__Work task__. Each line of the data below that holds the word "absolute" is to be reported in full.

__Stored data entries__.
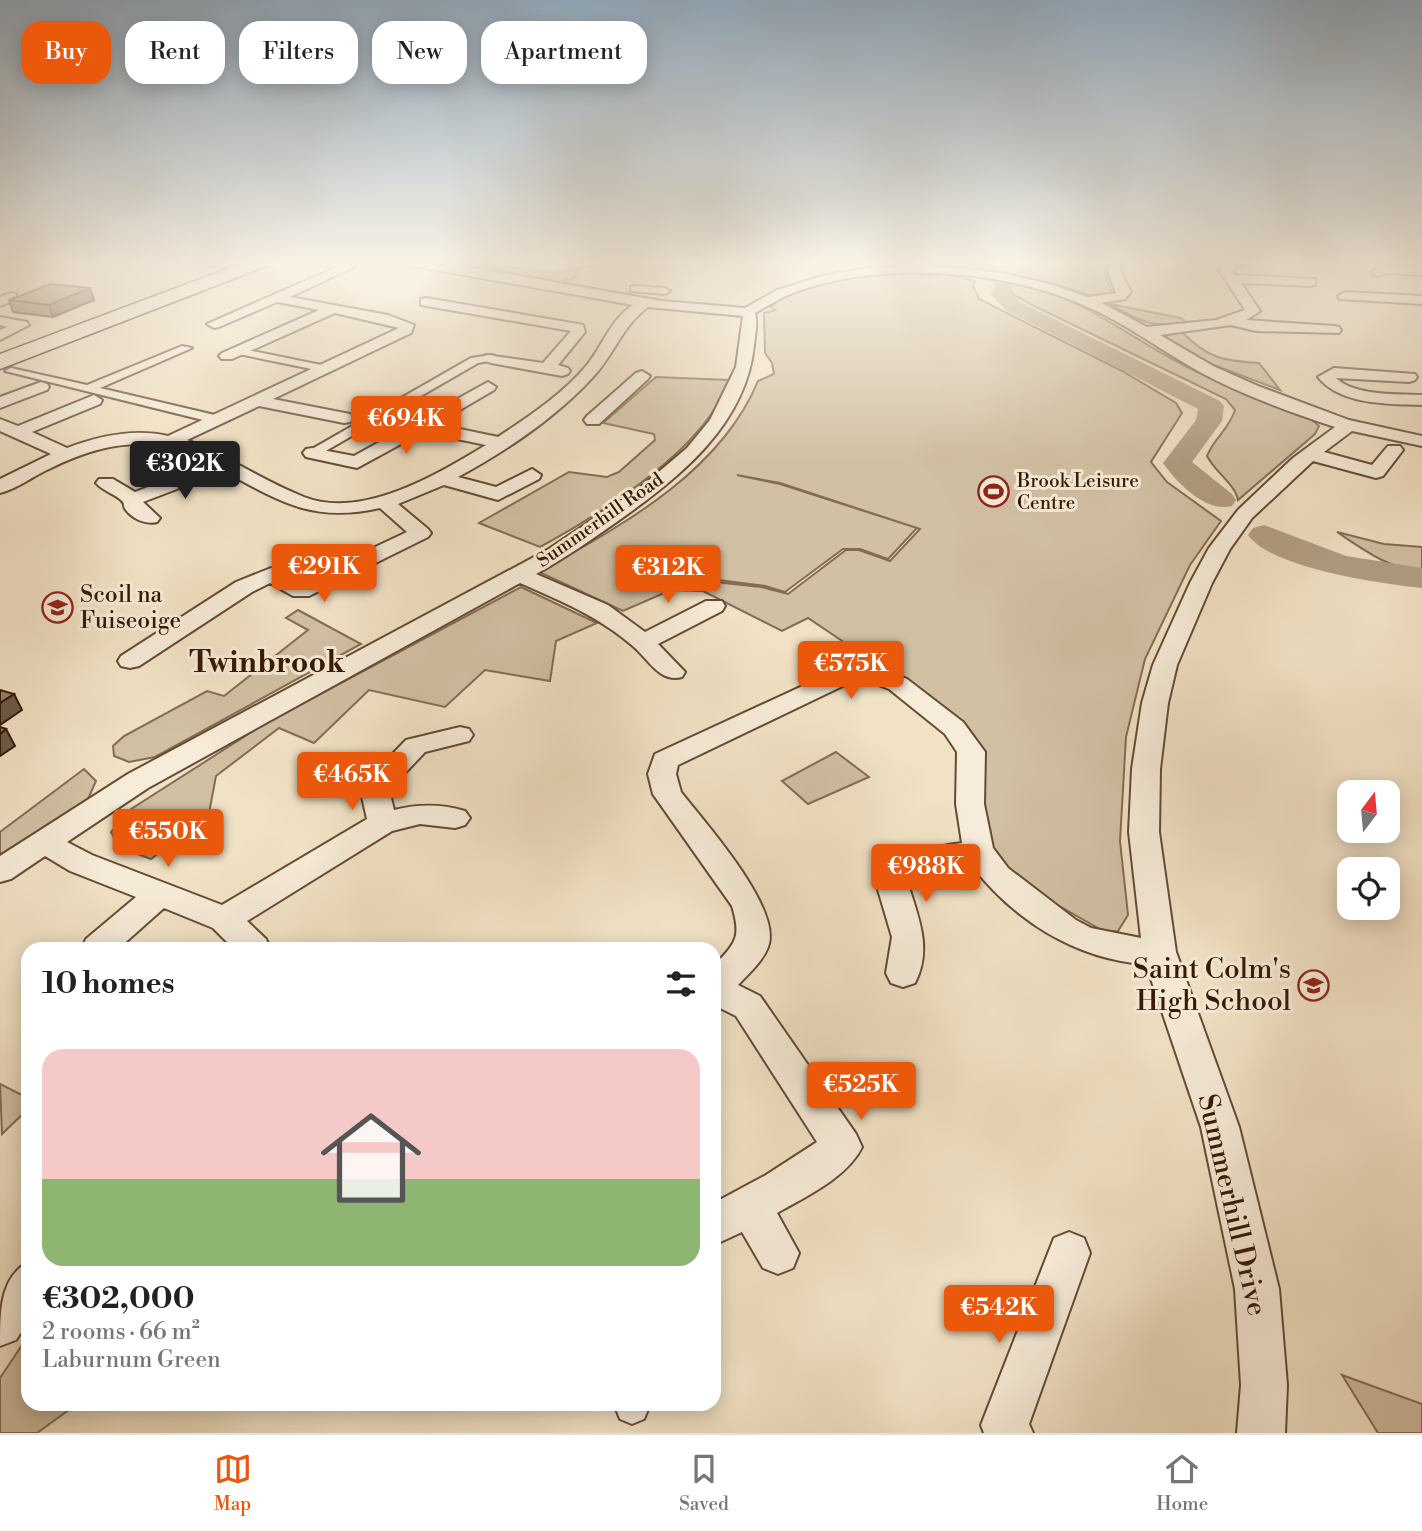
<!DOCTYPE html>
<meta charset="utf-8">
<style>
body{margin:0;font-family:"Libre Bodoni",serif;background:#f6f6f6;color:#222;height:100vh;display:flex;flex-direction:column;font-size:26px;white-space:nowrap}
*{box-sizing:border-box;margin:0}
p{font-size:23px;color:#767676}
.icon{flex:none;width:38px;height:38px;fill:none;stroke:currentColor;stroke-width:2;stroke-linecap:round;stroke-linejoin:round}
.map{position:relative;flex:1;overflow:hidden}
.panel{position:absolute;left:21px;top:942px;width:700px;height:469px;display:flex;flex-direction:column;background:#fff;border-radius:21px;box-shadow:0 4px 18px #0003}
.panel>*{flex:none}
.guide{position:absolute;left:21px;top:21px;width:700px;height:63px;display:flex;gap:14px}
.needle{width:46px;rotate:16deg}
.fabs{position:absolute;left:1337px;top:780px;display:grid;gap:14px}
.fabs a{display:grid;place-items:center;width:63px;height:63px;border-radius:14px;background:#fff;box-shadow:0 4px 18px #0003;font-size:35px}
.price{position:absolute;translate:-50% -60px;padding:0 16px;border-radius:7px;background:#ea580c;color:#fff;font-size:23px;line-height:46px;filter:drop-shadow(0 2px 4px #0008)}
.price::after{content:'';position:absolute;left:50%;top:42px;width:21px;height:16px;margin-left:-10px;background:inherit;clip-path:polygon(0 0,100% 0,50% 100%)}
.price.current{background:#222;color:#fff}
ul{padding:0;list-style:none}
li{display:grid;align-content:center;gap:14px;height:371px;padding:0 21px}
li span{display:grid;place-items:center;height:217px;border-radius:21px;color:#555}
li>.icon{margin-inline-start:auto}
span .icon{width:126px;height:126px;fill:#fffc;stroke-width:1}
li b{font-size:30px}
h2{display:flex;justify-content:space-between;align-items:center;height:84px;padding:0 21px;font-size:30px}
.chip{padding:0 24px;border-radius:21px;background:#fff;box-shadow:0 4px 18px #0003;font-size:24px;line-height:63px}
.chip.current{background:#ea580c;color:#fff}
.tabs{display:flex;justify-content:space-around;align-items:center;height:98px;border-top:2px solid #e0e0e0;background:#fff;font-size:19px;color:#767676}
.tabs a{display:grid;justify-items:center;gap:4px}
.tabs .current{color:#ea580c}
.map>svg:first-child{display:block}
.green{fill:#d2c0a4;stroke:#846c54;stroke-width:2;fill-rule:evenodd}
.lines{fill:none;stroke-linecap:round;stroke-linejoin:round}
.river{fill:#b29e83;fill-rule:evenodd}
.pedestrian-casing{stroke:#654b34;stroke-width:4}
.minor-casing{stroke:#654b34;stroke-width:4}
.secondary-casing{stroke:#361904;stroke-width:3}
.pedestrian{fill:#f7ecd9;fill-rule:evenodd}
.minor{fill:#f7ecd9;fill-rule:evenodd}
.secondary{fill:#f7ecd9;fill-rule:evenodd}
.wall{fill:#837059;stroke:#361904;stroke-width:2}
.shaded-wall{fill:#6a5b49;stroke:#361904;stroke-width:2}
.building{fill:#988268;stroke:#361904;stroke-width:2}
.labels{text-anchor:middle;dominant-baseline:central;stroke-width:6;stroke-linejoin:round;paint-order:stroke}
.far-poi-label{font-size:19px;fill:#361904;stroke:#f7ecd9;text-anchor:start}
.far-street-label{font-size:19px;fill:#361904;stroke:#f7ecd9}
.poi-label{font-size:23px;fill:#361904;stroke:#f7ecd9;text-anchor:start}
.near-poi-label{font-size:28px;fill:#361904;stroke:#f7ecd9;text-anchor:end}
.near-street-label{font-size:28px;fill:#361904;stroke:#f7ecd9}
.district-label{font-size:30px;font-weight:bold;fill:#361904;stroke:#f7ecd9}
</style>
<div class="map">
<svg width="1422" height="1433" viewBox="0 0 1422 1433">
<rect width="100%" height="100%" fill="#f2e2c5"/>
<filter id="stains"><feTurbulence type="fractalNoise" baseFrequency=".00286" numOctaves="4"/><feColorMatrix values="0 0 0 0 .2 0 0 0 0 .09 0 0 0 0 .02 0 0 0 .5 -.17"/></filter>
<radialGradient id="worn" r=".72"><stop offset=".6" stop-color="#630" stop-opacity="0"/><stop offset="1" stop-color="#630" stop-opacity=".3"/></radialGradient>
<g class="green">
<path d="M942 261H1114L1104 270 1112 294 1089 295 1037 280 944 267Z"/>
<path d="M483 264 554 273 593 265 570 270 579 273 572 279 560 282 487 267Z"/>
<path d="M901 274 948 275 975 281 973 285 979 299 1122 371 1176 403 1182 413 1151 462 1167 482 1221 521 1190 565 1145 659 1126 737 1120 841 1128 915 1118 931 1105 932 1017 882 993 850 982 814 980 748 969 730 909 681 885 670 808 618 782 631 703 591 671 590 623 611 539 572C622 525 720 473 758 381L774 374 772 363 765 353 764 313 775 310 770 307C807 279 856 276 901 274ZM737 475 780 483 920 529 890 561 859 550H846L788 594 761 587 687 579 694 577 765 586 785 592 843 549H860L888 559 917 528 780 484Z"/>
<path d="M1007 283C1073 291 1115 328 1172 359 1216 383 1264 400 1310 418L1319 426 1315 434 1238 500C1235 484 1215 472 1207 456 1214 438 1230 428 1235 410L1226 399 1030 304 1014 295Z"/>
<path d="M1110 304 1181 318 1188 323C1148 327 1144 323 1110 304Z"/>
<path d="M1182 332C1207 358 1224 361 1259 363L1280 390 1206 362 1166 337 1168 334Z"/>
<path d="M656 377 729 380C706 449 602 513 540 547L479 523 569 472 607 477 619 472 655 440 654 434 603 423Z"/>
<path d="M1337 532 1384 544 1422 547V572C1389 569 1364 550 1337 532Z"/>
<path d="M521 587 597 623 556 641 550 681 485 670 445 707 369 690 314 743 279 728 216 776 209 813 151 859 119 847 111 832 128 811 264 724Z"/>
<path d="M298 610 361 644 155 757 129 762 114 756 113 746 124 736 207 691 224 696 308 630 286 618Z"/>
<path d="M836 752 869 777 808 804 782 781Z"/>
<path d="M84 769 96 781 88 799 0 863V832Z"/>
<path d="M0 1084 28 1098V1109L2 1134Z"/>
<path d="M28 1336V1404H77L37 1433H0V1378Z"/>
<path d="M1342 1375 1422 1404V1433H1378Z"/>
</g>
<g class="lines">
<g class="river">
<path d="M1003 281 1010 283 1013 287 1012 294 1020 302 1220 401 1224 406 1222 421 1192 462 1232 494 1236 500 1232 506C1206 513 1177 483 1163 463L1196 420 1198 409 1006 310 991 295 996 283Z"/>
<path d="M1264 525 1346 556 1422 568V588C1382 584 1271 568 1248 535L1253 528Z"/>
</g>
<defs>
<g id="pedestrian">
<path d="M634 286 665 288 670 291 665 294 631 291V287Z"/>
<path d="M182 346 192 348 100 388 219 416V422L215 423 5 371 11 368 87 385Z"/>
<path d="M238 348 326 366 332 369 326 372 234 353V349Z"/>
<path d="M491 355 495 356V360L478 363 317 456H307L305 453 471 358Z"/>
<path d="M614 1404H648L649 1407 644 1419 632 1424 620 1419Z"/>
</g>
<g id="minor">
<path d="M0 261H14L0 268Z"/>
<path d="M200 261H229L230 263C224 269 206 267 200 261Z"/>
<path d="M315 261H352L356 266 290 297 388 315 414 325 411 333 273 399 350 414 353 418 350 422 344 423 259 406 187 440C228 456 263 481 304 497 362 520 438 474 486 445L423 432 357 468 306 457 303 453 306 449 312 448 354 456 488 382 496 387 494 390 436 424 498 437C528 417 563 394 587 365 603 345 611 319 633 305L408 265 402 261 450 264 662 301 745 308 777 290 822 276 867 268 914 266 961 268 1006 274 1053 285 1088 297 1116 293 1108 271 1114 261H1126L1120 271 1131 292 1125 299 1102 303 1147 327 1216 320 1245 310 1219 270 1233 261H1248L1232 271 1235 275 1315 279V285L1310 286 1241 283 1260 311 1246 320 1334 326 1339 327 1341 330 1339 333 1256 331 1231 325 1160 335 1213 366 1258 386 1349 420 1422 436V446L1352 431 1324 452 1372 465 1388 446H1400L1403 450 1383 476 1376 478 1313 461 1252 518 1230 549 1212 583 1177 665 1168 703 1160 769 1159 832 1176 952 1239 1127 1279 1289 1287 1385 1285 1433H1237L1241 1385 1235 1289 1201 1127 1146 964C1076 960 1012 919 970 863L935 869 909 887C919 919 932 950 915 983L903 987 891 983 886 973 892 937 876 883C893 854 931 847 962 843L956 804 957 752 945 734 889 689 873 683H849L678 765 676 774 681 792C705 823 783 909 768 947 763 961 748 974 738 985L760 996 856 1134 862 1147C848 1177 805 1197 777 1213L799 1253 793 1268 778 1274 763 1268 742 1232 714 1245V1203L766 1175 817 1142 736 1016 714 1005V966C735 943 742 939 732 906L653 794 648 774 655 754 835 671 876 668 885 670 907 679 963 722 985 752 984 804 993 848 1008 868 1076 920 1091 928 1141 938 1129 832 1132 769 1142 703 1153 665 1190 583 1209 548 1238 510 1293 458 1335 427C1289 412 1240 394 1198 371 1159 349 1124 322 1083 305 998 268 874 260 788 295 776 300 766 307 755 313 758 322 755 335 754 345 746 425 679 478 618 521 591 540 565 558 536 574L608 605 645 632 706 601H722L725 606 722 611 658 644 685 672 682 677C660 683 649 660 634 647 600 617 561 601 520 583L148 788 67 842 92 855 222 905 367 819 360 788 406 740 460 727 469 729 473 735 469 741 425 752 389 790 394 810C419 804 441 804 465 811L470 818 465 825 455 828 420 824 392 831 247 921 266 939 270 948H233L213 928 164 908 119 948H82L86 939 136 897 70 871 45 856 11 879 0 882V856L128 774 549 549 641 487 687 448 710 420 736 367 743 316 648 307C622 326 614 355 592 378 555 418 506 451 458 477L496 487 532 469 541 475 539 479 498 500 444 485 398 504 428 529 431 533 428 537 309 596H293L270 583 252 592 139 666 130 668 121 666 118 661 121 656 236 582 271 568 301 582 407 532 380 508C313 523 280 502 224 471L143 502 160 518 157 522C146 525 133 519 126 510 121 503 127 506 121 500 113 493 103 491 96 483L99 479H113L135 492 210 463C151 434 106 441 49 469 33 476 17 489 0 493V479L51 454 0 431V419L18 426 94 395 102 400 100 404 32 432 67 448C99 436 134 428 168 436L399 328 335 313 232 359H222L219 356 222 353 319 310 277 302 219 327 214 328 207 324 339 266 321 265Z"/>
<path d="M1385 265 1422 267V275L1386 273 1377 276 1371 272Z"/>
<path d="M1345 292 1422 296V304L1340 299 1338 296Z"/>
<path d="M11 293 16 294V300L0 306V297Z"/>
<path d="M426 298 578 324 583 325 585 332 558 365 568 368 570 371 568 374 562 376 491 363 486 361 483 358 486 355 543 363 571 331 421 305V299Z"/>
<path d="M0 317 27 322 29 325 0 340V330L7 327 0 325Z"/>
<path d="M1334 368 1415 374 1417 377 1415 380 1409 382 1336 378C1354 396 1398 394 1422 395V405C1389 404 1340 405 1318 377Z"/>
<path d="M642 371 650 376 648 379 599 424H587L584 420 587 416 636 373Z"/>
<path d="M41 382 47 384 49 387 47 390 0 408V397Z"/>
<path d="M1069 1232 1084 1238 1090 1253 1029 1424 1033 1433H984L981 1425 1054 1238Z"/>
<path d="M28 1262V1322L16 1340 0 1346C0 1311 0 1278 28 1262Z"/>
</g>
<path id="secondary" d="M248 261H272L269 265 0 369V354Z"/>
</defs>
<use href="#pedestrian" class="pedestrian-casing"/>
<use href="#minor" class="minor-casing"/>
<use href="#secondary" class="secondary-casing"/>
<use href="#pedestrian" class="pedestrian"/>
<use href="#minor" class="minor"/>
<use href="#secondary" class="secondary"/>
</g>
<path class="wall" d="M90 288 94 300 53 317 13 312 9 300Z"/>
<g class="shaded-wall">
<path d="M90 288 94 300 53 317 49 305Z"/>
<path d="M14 694 22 710 0 725V703Z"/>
<path d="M6 729 15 746 0 756V734Z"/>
</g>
<g class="building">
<path d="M51 284 90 288 49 305 9 300Z"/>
<path d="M0 690 14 694 0 703Z"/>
<path d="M0 727 6 729 0 734Z"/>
</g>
<linearGradient id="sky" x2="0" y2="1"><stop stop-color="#92abc0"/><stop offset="0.57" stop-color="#f9f2e5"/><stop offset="1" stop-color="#f9f2e5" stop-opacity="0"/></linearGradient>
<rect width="1422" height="461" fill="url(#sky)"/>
<defs>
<symbol id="stadium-ring" viewBox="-11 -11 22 22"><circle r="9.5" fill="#f7ecd9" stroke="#8f2418" stroke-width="1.5"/><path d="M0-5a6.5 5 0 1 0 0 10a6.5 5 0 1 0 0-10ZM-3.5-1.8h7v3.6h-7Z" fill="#8f2418"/></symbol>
<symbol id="school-ring" viewBox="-11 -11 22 22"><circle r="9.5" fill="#f7ecd9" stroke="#8f2418" stroke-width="1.5"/><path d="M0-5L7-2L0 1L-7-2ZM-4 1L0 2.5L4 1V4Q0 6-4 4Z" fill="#8f2418"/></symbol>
</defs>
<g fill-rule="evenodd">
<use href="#stadium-ring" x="976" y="474" width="35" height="35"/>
<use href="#school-ring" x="40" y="590" width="35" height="35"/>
<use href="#school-ring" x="1296" y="968" width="35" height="35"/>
</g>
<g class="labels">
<g class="far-poi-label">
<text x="1017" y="481">Brook Leisure<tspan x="1017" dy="22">Centre</tspan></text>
</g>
<g class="far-street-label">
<text transform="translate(600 520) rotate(-35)">Summerhill Road</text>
</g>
<g class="poi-label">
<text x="80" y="595">Scoil na<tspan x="80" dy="26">Fuiseoige</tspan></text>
</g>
<g class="near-poi-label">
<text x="1291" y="969">Saint Colm's<tspan x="1291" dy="32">High School</tspan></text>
</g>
<g class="near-street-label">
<text transform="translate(1232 1205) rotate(77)">Summerhill Drive</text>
</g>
<g class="district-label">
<text x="267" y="663">Twinbrook</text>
</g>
</g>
<rect width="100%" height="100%" filter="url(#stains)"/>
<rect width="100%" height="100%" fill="url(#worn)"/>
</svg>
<div class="fabs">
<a><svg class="needle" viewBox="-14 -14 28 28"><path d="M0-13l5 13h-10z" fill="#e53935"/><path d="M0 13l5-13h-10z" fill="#767676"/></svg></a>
<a><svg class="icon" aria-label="locate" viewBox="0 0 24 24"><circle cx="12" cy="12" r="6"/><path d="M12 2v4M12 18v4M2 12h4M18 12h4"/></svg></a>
</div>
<b class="price" style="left:406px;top:456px">€694K</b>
<b class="price current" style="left:185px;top:501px">€302K</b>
<b class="price" style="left:324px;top:604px">€291K</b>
<b class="price" style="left:668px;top:605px">€312K</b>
<b class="price" style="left:851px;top:701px">€575K</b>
<b class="price" style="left:352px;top:812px">€465K</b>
<b class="price" style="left:168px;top:869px">€550K</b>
<b class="price" style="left:926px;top:904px">€988K</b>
<b class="price" style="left:861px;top:1122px">€525K</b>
<b class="price" style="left:999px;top:1345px">€542K</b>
<div class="guide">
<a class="chip current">Buy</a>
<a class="chip">Rent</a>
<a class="chip">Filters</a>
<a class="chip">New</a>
<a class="chip">Apartment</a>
</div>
<section class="panel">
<h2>10 homes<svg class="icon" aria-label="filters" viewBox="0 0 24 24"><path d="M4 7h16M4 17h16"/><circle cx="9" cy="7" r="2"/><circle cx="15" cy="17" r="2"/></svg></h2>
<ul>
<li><span style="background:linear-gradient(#f6c9c9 60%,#8fb573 0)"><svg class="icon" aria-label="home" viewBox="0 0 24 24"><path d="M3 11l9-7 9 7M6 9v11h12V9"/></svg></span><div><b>€302,000</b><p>2 rooms · 66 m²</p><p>Laburnum Green</p></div></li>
</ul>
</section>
</div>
<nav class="tabs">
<a class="current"><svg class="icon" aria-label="map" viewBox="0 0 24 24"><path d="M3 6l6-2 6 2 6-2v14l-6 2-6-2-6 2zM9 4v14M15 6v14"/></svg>Map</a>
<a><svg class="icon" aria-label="saved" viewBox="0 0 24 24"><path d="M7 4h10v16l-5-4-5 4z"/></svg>Saved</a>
<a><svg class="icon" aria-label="home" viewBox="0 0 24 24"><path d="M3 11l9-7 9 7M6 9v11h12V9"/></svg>Home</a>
</nav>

__Answer section__.
.panel{position:absolute;left:21px;top:942px;width:700px;height:469px;display:flex;flex-direction:column;background:#fff;border-radius:21px;box-shadow:0 4px 18px #0003}
.guide{position:absolute;left:21px;top:21px;width:700px;height:63px;display:flex;gap:14px}
.fabs{position:absolute;left:1337px;top:780px;display:grid;gap:14px}
.price{position:absolute;translate:-50% -60px;padding:0 16px;border-radius:7px;background:#ea580c;color:#fff;font-size:23px;line-height:46px;filter:drop-shadow(0 2px 4px #0008)}
.price::after{content:'';position:absolute;left:50%;top:42px;width:21px;height:16px;margin-left:-10px;background:inherit;clip-path:polygon(0 0,100% 0,50% 100%)}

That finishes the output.